Each line with the word "data" must appear in the answer, copied from the records.

--- Extracted material Enclosed Below ---

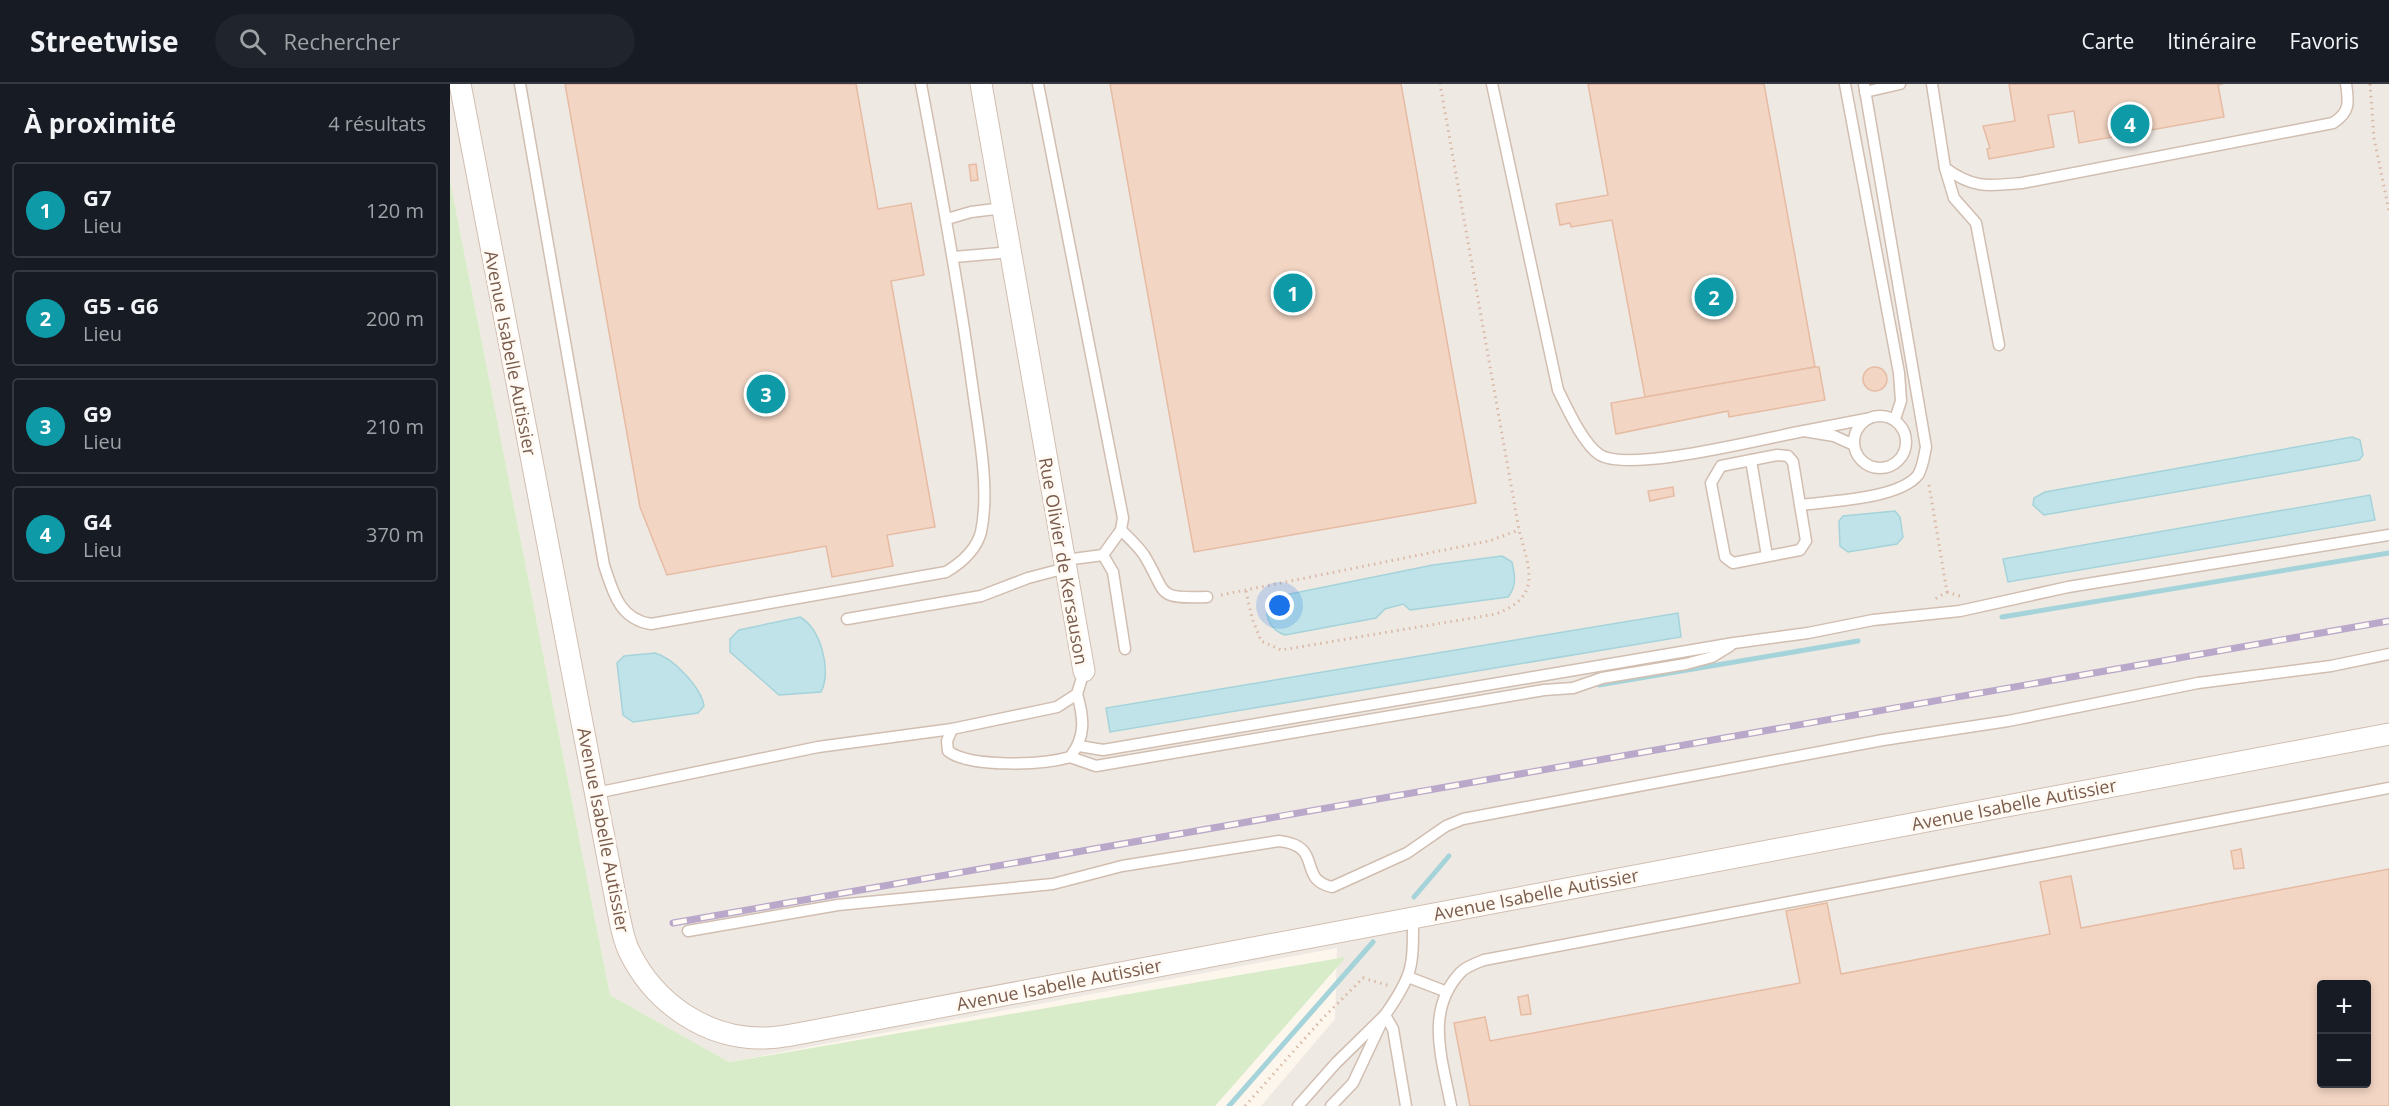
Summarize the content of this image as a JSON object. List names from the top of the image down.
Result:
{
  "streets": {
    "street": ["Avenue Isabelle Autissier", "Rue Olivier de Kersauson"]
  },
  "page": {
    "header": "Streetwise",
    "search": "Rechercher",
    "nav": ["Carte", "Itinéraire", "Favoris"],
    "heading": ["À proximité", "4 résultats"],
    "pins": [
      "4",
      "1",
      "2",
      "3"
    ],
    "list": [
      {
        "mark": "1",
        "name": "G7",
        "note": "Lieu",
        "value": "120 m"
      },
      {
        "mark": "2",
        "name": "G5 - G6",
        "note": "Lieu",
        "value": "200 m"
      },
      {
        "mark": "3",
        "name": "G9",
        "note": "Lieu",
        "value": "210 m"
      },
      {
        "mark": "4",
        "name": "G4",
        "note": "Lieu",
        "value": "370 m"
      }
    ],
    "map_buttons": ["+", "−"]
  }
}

--- End of Enclosed Extracted material ---
--- Extracted material Enclosed Below ---

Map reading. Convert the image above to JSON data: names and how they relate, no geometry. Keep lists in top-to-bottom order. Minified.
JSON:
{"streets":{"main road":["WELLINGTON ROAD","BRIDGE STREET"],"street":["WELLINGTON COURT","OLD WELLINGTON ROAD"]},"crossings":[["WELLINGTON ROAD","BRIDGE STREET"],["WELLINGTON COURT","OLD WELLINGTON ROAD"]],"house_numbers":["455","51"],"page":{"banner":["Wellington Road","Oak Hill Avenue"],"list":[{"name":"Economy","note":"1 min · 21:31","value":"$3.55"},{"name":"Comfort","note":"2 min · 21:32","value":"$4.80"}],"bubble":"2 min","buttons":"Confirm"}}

--- End of Enclosed Extracted material ---
--- Extracted material Enclosed Below ---

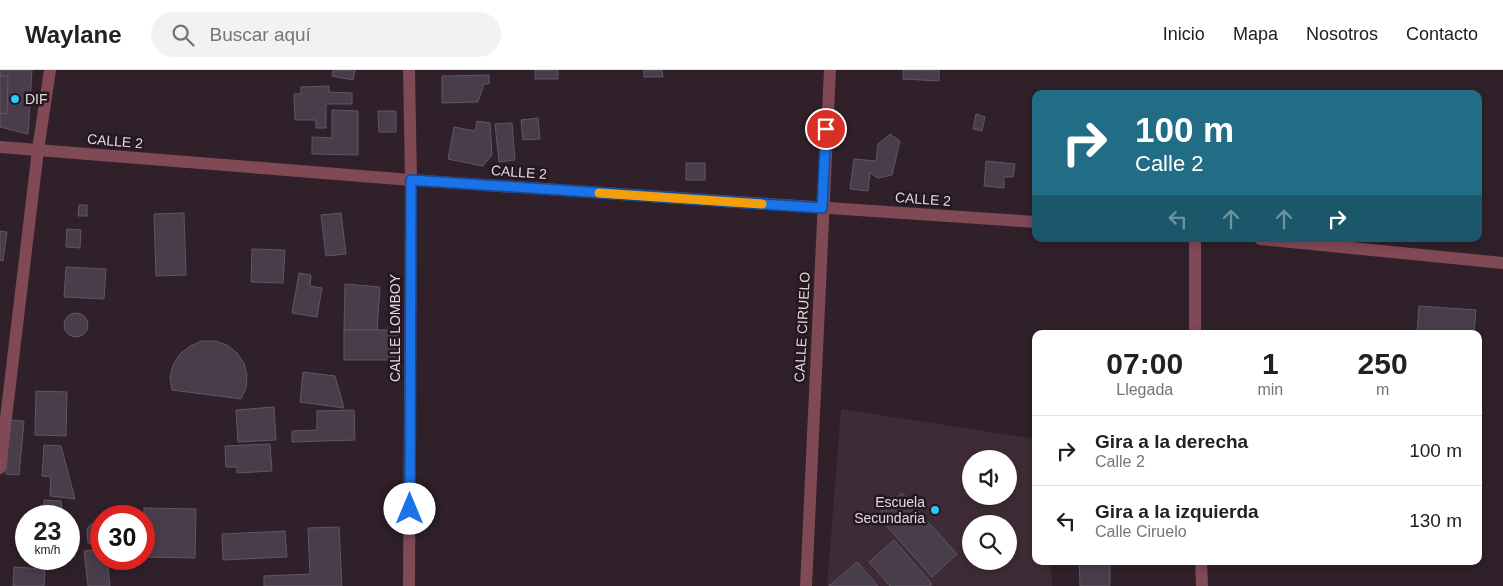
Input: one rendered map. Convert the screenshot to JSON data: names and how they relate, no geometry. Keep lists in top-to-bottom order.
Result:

--- End of Enclosed Extracted material ---

Answer to the exercise →
Map reading. Convert the image above to JSON data: names and how they relate, no geometry. Keep lists in top-to-bottom order. Minified.
Input: one rendered map. Convert the screenshot to JSON data: names and how they relate, no geometry. Keep lists in top-to-bottom order.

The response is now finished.